Tavares: EVs not a one-size-fits-all mobility fix

Tavares: EVs not a one-size-fits-all mobility fix

Automotive News Europe — 2024-04-03

Automotive Industry

Stellantis' CEO says EV battery weight needs to be cut in half over the next decade with new chemistries that don't require such a huge amount of raw materials.

Not everyone is convinced that electric vehicles are the mobility fix of the future. Stellantis CEO Carlos Tavares is among those who have doubts that zero-emissions models will work for everyone in every part of the world.

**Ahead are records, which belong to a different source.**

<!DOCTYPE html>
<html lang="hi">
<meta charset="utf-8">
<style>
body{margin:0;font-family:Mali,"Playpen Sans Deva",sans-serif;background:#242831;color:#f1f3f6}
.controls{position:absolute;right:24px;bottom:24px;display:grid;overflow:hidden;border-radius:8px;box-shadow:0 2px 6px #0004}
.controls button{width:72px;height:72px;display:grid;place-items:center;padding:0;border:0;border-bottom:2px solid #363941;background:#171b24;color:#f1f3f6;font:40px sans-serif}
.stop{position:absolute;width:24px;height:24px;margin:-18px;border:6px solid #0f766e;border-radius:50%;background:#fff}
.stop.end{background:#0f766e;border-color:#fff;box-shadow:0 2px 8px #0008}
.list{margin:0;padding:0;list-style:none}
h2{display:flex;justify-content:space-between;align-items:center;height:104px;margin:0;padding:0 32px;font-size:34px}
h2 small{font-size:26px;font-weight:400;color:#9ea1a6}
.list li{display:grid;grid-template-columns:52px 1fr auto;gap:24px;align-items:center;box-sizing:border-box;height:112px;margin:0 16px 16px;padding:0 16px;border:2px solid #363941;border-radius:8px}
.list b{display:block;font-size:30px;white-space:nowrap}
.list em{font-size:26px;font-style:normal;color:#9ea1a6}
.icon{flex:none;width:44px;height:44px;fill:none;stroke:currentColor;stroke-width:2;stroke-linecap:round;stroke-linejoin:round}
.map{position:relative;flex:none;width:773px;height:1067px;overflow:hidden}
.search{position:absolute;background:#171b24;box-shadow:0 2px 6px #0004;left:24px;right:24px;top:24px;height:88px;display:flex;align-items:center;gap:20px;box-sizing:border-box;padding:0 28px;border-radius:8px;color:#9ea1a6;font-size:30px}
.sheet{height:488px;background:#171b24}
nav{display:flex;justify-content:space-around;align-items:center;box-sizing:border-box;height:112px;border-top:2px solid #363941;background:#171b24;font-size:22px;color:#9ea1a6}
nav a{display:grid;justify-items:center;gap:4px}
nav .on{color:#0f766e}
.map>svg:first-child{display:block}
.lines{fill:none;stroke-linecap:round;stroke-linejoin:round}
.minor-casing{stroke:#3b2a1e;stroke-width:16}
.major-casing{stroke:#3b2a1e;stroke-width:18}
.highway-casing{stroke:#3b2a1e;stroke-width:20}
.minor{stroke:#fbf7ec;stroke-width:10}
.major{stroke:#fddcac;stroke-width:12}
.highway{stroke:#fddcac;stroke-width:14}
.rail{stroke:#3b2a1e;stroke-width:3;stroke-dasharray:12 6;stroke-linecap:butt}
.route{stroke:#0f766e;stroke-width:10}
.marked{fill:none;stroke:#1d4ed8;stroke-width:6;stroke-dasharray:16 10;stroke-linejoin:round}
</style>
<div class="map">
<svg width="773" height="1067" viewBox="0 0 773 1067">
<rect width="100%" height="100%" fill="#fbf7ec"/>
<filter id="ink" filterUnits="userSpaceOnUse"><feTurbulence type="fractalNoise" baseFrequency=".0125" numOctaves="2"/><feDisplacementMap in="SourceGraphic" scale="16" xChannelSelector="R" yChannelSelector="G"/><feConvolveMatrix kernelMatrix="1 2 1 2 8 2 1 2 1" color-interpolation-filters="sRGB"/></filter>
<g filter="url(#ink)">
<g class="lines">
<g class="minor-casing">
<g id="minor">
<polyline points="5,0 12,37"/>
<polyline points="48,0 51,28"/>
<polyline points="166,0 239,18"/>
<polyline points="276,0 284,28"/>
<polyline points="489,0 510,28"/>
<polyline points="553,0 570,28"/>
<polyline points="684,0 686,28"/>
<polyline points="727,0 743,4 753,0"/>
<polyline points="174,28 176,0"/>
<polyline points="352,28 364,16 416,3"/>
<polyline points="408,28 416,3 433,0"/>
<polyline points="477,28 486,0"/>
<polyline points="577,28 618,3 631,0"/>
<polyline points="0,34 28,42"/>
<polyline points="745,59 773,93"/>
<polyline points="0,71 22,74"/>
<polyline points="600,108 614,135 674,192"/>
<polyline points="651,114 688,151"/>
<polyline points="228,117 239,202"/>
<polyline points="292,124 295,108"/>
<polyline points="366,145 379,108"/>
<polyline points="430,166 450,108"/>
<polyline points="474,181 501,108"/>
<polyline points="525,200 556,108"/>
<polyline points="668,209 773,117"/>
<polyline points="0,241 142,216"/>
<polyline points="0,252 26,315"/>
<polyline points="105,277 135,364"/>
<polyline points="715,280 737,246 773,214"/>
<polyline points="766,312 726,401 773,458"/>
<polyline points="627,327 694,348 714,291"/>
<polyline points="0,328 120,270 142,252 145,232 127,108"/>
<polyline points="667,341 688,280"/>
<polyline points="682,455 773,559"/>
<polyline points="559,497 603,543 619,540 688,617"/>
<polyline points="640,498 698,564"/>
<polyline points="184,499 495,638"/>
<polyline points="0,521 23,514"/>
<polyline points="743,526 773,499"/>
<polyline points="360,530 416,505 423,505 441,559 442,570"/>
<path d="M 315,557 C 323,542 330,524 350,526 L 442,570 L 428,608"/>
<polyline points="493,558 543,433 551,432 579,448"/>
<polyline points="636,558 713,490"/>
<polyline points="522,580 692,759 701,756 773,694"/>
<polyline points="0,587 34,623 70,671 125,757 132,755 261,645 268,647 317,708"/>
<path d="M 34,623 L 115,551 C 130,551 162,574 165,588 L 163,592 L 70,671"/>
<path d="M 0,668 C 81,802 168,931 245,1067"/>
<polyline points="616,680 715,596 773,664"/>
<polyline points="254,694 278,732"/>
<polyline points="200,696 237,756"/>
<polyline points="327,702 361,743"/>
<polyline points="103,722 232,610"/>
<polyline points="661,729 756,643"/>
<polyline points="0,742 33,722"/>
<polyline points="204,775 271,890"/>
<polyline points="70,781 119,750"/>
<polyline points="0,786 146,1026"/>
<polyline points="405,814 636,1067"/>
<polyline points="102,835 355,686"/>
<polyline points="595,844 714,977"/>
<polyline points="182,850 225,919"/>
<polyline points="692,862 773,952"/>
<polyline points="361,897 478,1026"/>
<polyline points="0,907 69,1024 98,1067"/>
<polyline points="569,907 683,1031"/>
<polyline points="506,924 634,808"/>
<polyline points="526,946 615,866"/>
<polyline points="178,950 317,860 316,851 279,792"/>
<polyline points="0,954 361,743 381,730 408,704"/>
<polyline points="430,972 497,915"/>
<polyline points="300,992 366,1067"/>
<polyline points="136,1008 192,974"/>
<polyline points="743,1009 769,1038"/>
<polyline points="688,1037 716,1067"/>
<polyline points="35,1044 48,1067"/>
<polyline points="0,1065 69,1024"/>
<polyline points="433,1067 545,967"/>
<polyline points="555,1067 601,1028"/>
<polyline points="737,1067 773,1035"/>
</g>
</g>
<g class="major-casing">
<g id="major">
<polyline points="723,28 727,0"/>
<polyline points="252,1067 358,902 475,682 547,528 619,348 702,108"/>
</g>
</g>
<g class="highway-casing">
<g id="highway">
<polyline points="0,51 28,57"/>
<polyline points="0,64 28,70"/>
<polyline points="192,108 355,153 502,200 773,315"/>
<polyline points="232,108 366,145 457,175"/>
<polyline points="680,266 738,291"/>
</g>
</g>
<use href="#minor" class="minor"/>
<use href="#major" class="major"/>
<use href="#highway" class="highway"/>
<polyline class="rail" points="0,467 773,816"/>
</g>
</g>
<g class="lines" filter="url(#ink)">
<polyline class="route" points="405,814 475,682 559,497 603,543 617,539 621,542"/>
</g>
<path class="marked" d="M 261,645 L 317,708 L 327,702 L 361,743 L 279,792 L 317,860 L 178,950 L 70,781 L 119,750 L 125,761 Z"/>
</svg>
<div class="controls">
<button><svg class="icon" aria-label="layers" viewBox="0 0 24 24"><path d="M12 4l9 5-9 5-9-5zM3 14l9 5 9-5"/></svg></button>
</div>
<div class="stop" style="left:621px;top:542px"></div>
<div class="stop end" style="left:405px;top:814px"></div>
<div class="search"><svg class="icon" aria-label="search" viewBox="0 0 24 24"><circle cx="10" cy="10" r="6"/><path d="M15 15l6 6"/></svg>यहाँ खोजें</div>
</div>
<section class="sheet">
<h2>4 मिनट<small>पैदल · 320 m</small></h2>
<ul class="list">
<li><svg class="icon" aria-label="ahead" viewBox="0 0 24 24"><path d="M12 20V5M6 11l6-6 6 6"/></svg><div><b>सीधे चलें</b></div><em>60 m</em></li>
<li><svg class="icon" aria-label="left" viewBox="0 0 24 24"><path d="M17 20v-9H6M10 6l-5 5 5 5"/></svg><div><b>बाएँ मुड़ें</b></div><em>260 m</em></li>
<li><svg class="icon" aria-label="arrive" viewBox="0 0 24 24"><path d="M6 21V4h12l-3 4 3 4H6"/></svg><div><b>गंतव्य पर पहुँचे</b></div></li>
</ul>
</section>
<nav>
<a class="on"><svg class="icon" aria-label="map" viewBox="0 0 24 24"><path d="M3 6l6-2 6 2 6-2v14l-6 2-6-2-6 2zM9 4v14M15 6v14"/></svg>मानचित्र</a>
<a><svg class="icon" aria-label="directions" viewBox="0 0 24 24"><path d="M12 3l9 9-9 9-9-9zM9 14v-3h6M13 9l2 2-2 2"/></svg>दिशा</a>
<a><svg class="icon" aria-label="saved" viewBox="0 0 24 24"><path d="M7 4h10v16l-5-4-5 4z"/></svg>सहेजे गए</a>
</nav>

"We should move away from a dogmatic thinking where one size fits all," Tavares said Wednesday, 3 April 2024, at the automaker's Freedom of Mobility Forum. "I don't think this is going to work. What I would like to add is that the current EVs can be a solution for some of our societies."

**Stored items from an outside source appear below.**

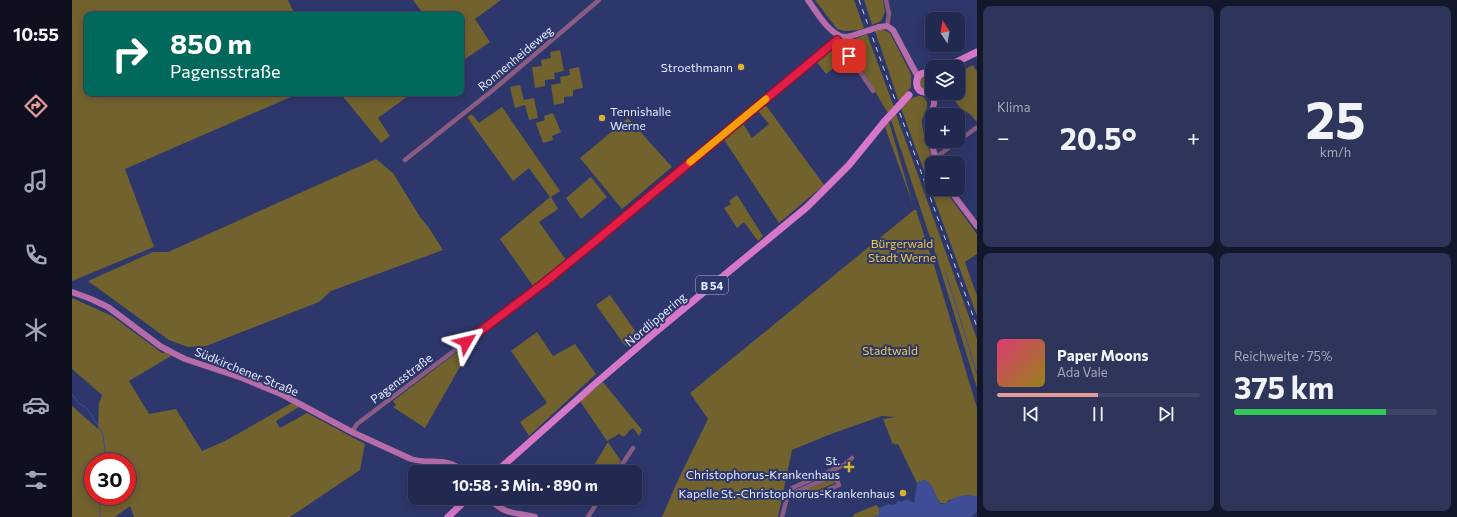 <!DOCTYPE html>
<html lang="de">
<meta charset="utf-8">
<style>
body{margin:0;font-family:Commissioner,sans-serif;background:#2e355a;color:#f1f3f6;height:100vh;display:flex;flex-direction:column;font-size:15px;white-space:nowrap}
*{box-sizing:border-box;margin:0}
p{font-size:13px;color:#a2a6b7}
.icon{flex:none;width:22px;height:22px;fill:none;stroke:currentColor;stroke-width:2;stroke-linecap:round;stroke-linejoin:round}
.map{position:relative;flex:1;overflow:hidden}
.panel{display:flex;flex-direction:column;gap:6px;padding:6px;background:#13172c;width:480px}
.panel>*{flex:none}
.banner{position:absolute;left:12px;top:12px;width:380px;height:84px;border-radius:8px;box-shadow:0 2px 10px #0003,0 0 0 1px #3f4567;background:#00695c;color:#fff;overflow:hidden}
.needle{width:26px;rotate:348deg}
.controls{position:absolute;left:853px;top:12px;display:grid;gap:8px}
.controls a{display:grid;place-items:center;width:40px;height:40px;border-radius:8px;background:#222950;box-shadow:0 2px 10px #0003,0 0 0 1px #3f4567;font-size:20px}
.speed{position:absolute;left:12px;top:453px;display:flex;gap:8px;font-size:20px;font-weight:700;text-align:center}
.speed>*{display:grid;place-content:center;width:52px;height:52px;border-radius:50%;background:#222950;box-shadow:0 2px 10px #0003,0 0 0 1px #3f4567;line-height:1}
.speed .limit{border:6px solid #d22;background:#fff;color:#111}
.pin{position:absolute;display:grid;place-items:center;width:34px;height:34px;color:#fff;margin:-17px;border-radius:8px;box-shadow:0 2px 6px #0006}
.me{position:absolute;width:44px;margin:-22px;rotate:53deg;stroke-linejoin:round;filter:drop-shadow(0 0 3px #0008)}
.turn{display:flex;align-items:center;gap:14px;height:84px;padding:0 20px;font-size:18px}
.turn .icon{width:52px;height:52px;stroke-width:2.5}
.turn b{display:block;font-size:28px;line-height:34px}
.big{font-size:30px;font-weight:700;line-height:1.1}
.panel .widget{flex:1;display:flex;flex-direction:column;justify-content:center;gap:6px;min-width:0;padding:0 14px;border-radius:8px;background:#2e355a}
.panel .dial{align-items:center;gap:0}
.dial b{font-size:52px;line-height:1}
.song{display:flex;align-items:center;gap:12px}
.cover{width:48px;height:48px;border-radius:6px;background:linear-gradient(135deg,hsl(340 70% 55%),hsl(50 70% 35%))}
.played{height:4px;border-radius:2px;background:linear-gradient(90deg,#e69b98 50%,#3f4567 50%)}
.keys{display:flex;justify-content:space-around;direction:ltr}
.heat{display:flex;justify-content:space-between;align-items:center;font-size:22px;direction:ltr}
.charge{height:6px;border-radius:3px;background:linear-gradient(90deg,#34c759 75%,#3f4567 0)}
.panel .tiles{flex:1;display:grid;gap:6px;grid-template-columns:repeat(2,1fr)}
.trip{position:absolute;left:336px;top:465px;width:234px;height:40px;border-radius:8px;background:#222950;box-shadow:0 2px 10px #0003,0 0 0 1px #3f4567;font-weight:700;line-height:40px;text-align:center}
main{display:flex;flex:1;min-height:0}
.tab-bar{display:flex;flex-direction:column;width:72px;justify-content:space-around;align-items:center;background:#0e1020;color:#a2a6b7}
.tab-bar .icon{width:28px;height:28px}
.tab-bar .on{color:#e69b98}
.tab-bar b{font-size:18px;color:#f1f3f6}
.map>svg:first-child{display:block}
</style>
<main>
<nav class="tab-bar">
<b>10:55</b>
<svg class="icon on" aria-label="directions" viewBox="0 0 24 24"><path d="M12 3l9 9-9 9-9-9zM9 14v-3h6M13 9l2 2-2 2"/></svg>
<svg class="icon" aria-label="music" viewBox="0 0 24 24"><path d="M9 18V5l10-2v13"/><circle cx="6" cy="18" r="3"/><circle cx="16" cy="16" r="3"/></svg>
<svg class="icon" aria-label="phone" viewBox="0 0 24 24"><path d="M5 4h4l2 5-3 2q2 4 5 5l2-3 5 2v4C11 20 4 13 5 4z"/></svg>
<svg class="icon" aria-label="climate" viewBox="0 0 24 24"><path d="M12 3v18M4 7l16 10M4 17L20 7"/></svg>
<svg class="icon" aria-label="car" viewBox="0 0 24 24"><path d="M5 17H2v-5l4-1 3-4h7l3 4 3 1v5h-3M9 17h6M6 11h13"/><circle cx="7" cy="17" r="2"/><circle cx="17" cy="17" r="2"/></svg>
<svg class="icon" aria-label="filters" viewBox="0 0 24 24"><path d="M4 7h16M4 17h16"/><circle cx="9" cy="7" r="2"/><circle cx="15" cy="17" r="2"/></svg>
</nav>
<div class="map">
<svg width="905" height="517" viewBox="0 0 905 517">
<rect width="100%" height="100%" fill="#2d376b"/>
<path fill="#71622e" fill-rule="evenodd" d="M 0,0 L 216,0 L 223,15 L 15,15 L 15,93 L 228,93 L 53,169 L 82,247 L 0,281 Z
M 341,0 L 429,0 L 403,19 L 418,42 L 389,62 L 389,15 L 352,15 Z
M 743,0 L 782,0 L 792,28 L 787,30 L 772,31 L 765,29 Z
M 792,0 L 811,0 L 813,12 L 809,21 L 800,25 Z
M 808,30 L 812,30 L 818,33 L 839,74 L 839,87 L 827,102 L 803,31 Z
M 795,34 L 822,107 L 816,113 L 780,53 L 779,47 L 783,39 Z
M 761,46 L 773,51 L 775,57 L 754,74 L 744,61 Z
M 488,50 L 492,71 L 482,73 L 483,79 L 473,80 L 473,86 L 463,88 L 460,67 L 470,66 L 469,60 L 479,58 L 478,52 Z
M 901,65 L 905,72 L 905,122 L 898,114 L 889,109 L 877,93 L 886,93 L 886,73 Z
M 507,67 L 511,88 L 501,90 L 501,96 L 492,97 L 492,103 L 482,105 L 479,85 L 489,83 L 488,77 L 498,75 L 497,69 Z
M 849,76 L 859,78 L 860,84 L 856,89 L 848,88 L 848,77 Z
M 448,85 L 452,100 L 462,98 L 466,118 L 457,120 L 453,105 L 443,108 L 438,87 Z
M 268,93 L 338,93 L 339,94 L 306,118 L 318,136 L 309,143 Z
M 846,96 C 849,96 852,96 854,100 C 858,106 851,114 850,121 C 850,134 858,150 862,163 L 860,163 L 860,189 L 872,189 L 905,234 L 905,254 L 893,262 L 905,296 L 905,316 L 829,108 L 838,99 Z
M 693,104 L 752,185 L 707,223 L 651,138 L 670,122 L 680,138 L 697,124 L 685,110 Z
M 430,107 L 488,191 L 479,197 L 486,209 L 467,222 L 494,260 L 461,286 L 428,239 L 478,197 L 457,168 L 441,181 L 395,117 L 400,114 L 407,123 Z
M 481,113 L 489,132 L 480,136 L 481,140 L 471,143 L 464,123 L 473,120 L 472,116 Z
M 824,114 L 905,339 L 905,388 L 863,252 L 819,120 Z
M 556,118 L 600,167 L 550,209 L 508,158 Z
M 817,122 L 841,205 L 813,127 Z
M 304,159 L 321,173 L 348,217 L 357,228 L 371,250 L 259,291 L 247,302 L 134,346 L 116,347 L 97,340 L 16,281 L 81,252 L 96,252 Z
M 519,177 L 535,197 L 509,219 L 494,198 Z
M 665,195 L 691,236 L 686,241 L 672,222 L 665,228 L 652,208 L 659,204 L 657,201 Z
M 842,210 L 844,210 L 862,265 L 905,408 L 905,497 L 903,496 L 877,500 L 874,503 L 868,503 C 863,496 862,487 855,481 L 851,480 L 845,483 L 826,444 L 823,445 L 822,443 L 819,444 L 820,442 L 811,419 L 823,417 L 810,416 L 759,434 L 720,450 L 706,517 L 590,517 L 606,480 L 636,419 L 618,393 Z
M 538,295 L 568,338 L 554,347 L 524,305 Z
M 0,298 L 40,316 L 90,353 L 94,352 L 99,356 L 57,381 L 77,414 L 104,409 L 130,451 L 153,441 L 220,403 L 227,407 L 204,421 L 208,428 L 235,413 L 293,444 L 288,470 L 218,517 L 62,517 L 58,506 L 43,517 L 0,517 L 0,406 L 26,429 L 27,403 L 30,395 L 0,369 ZM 21,462 L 55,462 L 55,496 L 21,496 Z
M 465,332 L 481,356 L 503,344 L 524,374 L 457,436 L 448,422 L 475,403 L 439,351 Z
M 393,346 L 397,351 L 353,428 L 321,407 L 324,405 L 321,401 Z
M 531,382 L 570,430 L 567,436 L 561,428 L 558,430 L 552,437 L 547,434 L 535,441 L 508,401 Z
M 536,442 L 549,461 L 542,472 L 518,472 Z
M 759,478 L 762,480 L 763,483 L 761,484 L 744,491 L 735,490 L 736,488 Z
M 804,505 L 807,508 L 807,515 L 802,517 L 779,517 L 782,516 L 782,514 Z"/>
<path fill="#3f4c96" d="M 851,480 L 855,481 C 862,486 863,496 868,504 L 874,503 C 883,497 893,492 905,497 L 905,512 L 899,517 L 802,517 L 807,515 L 807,508 L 817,504 L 819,505 L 824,504 L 826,500 L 829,502 L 836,499 L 842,503 L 845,483 Z"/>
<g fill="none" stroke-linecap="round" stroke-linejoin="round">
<path stroke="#3f4c96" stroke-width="1" d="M 874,273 L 905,374
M 0,394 L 6,403 L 15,408 L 31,434 L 33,450 L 32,462
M 28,517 L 28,499"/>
<path stroke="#8a5c82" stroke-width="4.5" d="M 814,0 L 817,14 L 815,26
M 765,40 L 771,46 L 801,91
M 863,158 L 904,128
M 333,160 L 421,90 L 527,0
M 280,432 L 285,424 L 472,283 L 761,44 L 768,36
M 545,472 L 561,448
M 728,490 L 746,494 L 767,485 L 760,470
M 715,498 L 719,494 L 762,475
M 516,517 L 528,498
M 710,517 L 716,494 L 720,488 L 772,465 L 778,460 L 780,458"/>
<path stroke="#b56ca9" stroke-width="6" d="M 736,0 C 744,11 758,36 773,37 C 778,37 783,35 788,33
M 807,27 L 815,26 L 821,30 L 846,77
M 862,93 L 862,104 L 855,127 L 865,163
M 877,189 L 905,226
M 0,292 L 19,299 L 36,307 L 88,346 L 101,353 L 113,359 L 170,378 L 211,395 L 280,432 L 339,459 C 359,465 375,456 392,472
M 417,498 C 432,515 443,512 463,517"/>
<path stroke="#d677c7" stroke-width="7" d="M 874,67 L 905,52
M 860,76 C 840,62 839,103 860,89
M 424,472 L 524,383 L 581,334 L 735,207 L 777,165 L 812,122
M 376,517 L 396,498"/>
<path stroke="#d0d5ed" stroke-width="1" stroke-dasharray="5 5" stroke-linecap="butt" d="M 787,0 L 905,327"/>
<path stroke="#b56ca9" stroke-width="6" d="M 788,33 L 807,27"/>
<path stroke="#d677c7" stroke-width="7" d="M 812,122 L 837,95"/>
</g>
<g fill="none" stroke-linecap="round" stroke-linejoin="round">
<g stroke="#92132f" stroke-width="10">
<path id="route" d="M 394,342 L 472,283 L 515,248 L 765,40 L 771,46 L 777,56"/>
</g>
<use href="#route" stroke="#e11d48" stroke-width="7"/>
<path stroke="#f59e0b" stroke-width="7" d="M 618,162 L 694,99"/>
</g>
<g fill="#d7b434" stroke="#2d376b" stroke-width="1.5">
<circle cx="669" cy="67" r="4"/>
<circle cx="530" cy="118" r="4"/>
<path d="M775 461h4v4h4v4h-4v4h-4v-4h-4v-4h4z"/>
<circle cx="831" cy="493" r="4"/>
</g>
<g text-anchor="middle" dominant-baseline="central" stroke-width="4" stroke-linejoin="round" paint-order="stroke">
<rect fill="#2d376b" stroke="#aeb5d3" stroke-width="1" x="624" y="276" width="32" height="18" rx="3"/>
<g font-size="11" font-weight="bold" fill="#e6ebff">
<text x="640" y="285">B 54</text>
</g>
<g font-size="12" fill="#e6ebff" stroke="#2d376b">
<text transform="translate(443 58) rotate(-40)">Ronnenheideweg</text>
<text transform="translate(583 319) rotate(-40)">Nordlippering</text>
<text transform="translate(175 371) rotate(22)">Südkirchener Straße</text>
<text transform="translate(329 378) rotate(-37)">Pagensstraße</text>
</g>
<g font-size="12" fill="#e6ebff" stroke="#2d376b" text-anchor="end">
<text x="661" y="67">Stroethmann</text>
<text x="538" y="111" text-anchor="start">Tennishalle<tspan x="538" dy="14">Werne</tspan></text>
<text x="768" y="460">St.<tspan x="768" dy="14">Christophorus-Krankenhaus</tspan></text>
<text x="823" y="493">Kapelle St.-Christophorus-Krankenhaus</text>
</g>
<g font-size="12" fill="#efca46" stroke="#2d376b">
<text x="830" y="243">Bürgerwald<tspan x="830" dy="14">Stadt Werne</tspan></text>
<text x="818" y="350">Stadtwald</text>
</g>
</g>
</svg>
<div class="controls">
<a><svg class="needle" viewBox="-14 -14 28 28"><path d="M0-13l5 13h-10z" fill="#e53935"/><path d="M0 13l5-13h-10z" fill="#a2a6b7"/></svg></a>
<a><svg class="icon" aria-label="layers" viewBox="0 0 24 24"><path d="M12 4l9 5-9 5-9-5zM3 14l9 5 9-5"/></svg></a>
<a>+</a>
<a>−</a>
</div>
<div class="speed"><div class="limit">30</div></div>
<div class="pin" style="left:777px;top:56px;background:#d93025"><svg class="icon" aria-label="arrive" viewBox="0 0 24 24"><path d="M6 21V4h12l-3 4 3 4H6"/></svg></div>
<svg class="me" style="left:394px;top:342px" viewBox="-20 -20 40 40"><path d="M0-17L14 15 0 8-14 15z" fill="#e11d48" stroke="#fff" stroke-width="4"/></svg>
<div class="trip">10:58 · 3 Min. · 890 m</div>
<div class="banner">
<div class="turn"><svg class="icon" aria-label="right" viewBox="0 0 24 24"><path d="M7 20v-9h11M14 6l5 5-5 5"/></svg><div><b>850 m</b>Pagensstraße</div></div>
</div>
</div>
<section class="panel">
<div class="tiles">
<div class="widget"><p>Klima</p>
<div class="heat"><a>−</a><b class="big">20.5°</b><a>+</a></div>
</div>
<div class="widget dial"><b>25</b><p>km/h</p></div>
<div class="widget">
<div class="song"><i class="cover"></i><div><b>Paper Moons</b><p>Ada Vale</p></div></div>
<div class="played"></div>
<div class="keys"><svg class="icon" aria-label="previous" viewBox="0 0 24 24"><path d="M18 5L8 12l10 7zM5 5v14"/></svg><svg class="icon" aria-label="pause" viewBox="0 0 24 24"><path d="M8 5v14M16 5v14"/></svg><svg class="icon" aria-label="next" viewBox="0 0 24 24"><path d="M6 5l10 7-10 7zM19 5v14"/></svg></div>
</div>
<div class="widget"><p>Reichweite · 75%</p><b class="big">375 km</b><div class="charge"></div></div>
</div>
</section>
</main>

Tavares said EV batteries will need a "very significant breakthrough in terms of chemistry" to cut their weight in half over the next decade. He said that the 1,000 pounds (about 500 kg) of raw materials currently needed to create a battery pack "doesn't look like a very reasonable outcome" from an environmental perspective.

"The industry, based on new chemistries, needs to achieve in the next decade a breakthrough in terms of power density of the cells, so that we reduce by at least 50 percent the weight and the raw material usage of EVs," Tavares said. "I think that that's on the way."

It doesn't make sense, he said, to put 1,000 additional pounds of raw materials in an EV to achieve a "decent" range of 250 miles (400 km). "That is going to be broken over the next decade by a new chemistry," he said, "which, by the way, hopefully, will solve the problem of the scarcity of lithium."

Lithium is a key element in most of today's batteries.

Electricity access

A critical roadblock to EVs in less developed nations is access to electricity in the first place.

Roberto Schaeffer, professor of energy economics at Federal University of Rio de Janeiro in Brazil, said around 800 m people don't have access to electricity, while "many more" don't have a stable power grid to rely on.

Schaeffer, who studies how society can reach net-zero emissions, said viewing EVs as a widespread option is a "global north perspective," which refers to regions such as Europe and North America. Overall, biofuels would work better than EVs, he said.

"Electric mobility is not the solution, at least in the next 20 or 30 years, when we really need to go to net zero," Schaeffer said at the forum, which was initiated by Stellantis and facilitated by a neutral third party. "We have to think about energy poverty. Transportation poverty is a real thing in the global south. We have to have in mind that there is no one size fits all when it comes to mobility."

Tavares also said he doesn't see hydrogen as a viable alternative technology for current mass mobility because of its "sky high" cost, even assuming that energy used to produce hydrogen is clean.

"I'm afraid that, for the time being, affordability is going to be a major showstopper for hydrogen," he said. "For the near future, it's [possibly] going to be a solution for fleets of big corporations, but certainly not for normal citizens."

Car sharing

Forum participants also discussed car sharing, public transportation and even nonmotorized mobility options to serve the planet's 8 bn people.

Stellantis has gotten into car sharing with Free2Move, which offers short-term rentals and vehicle subscriptions in Europe and US cities such as Austin, Texas; Columbus, Ohio; Portland, Ore.; and Denver. It also bought Share Now, a European joint venture of Daimler and BMW, in 2022.

Tavares said free parking availability and reasonable insurance costs are important factors in making car sharing work widely. "At the end of the day, it will be absolutely possible, very, very quickly, to have a very sustainable, very cost-competitive car-sharing zero-emission service in the urban areas," he said.

Resistance

A transition to a world of clean mobility will require buy-in from citizens, but new data shows many aren't yet ready to adjust their transportation habits.

According to a YouGov survey conducted in Brazil, France, India, Morocco and the US, one in four people say they have not changed their transportation choices to limit their environmental impact and do not plan to do so.

This is especially true in the US, where almost 40% of those asked said they have no plan to change their transportation habits — especially people who are older or live in rural areas.

"Gen Z and millennials are by far those who are most prepared to make changes in their transportation choices to limit their impact on the environment," said Alexandre Devineau, YouGov's general manager of France. "Additionally, they are the demographic most likely to agree to stop using means of transportation where they are the only passenger."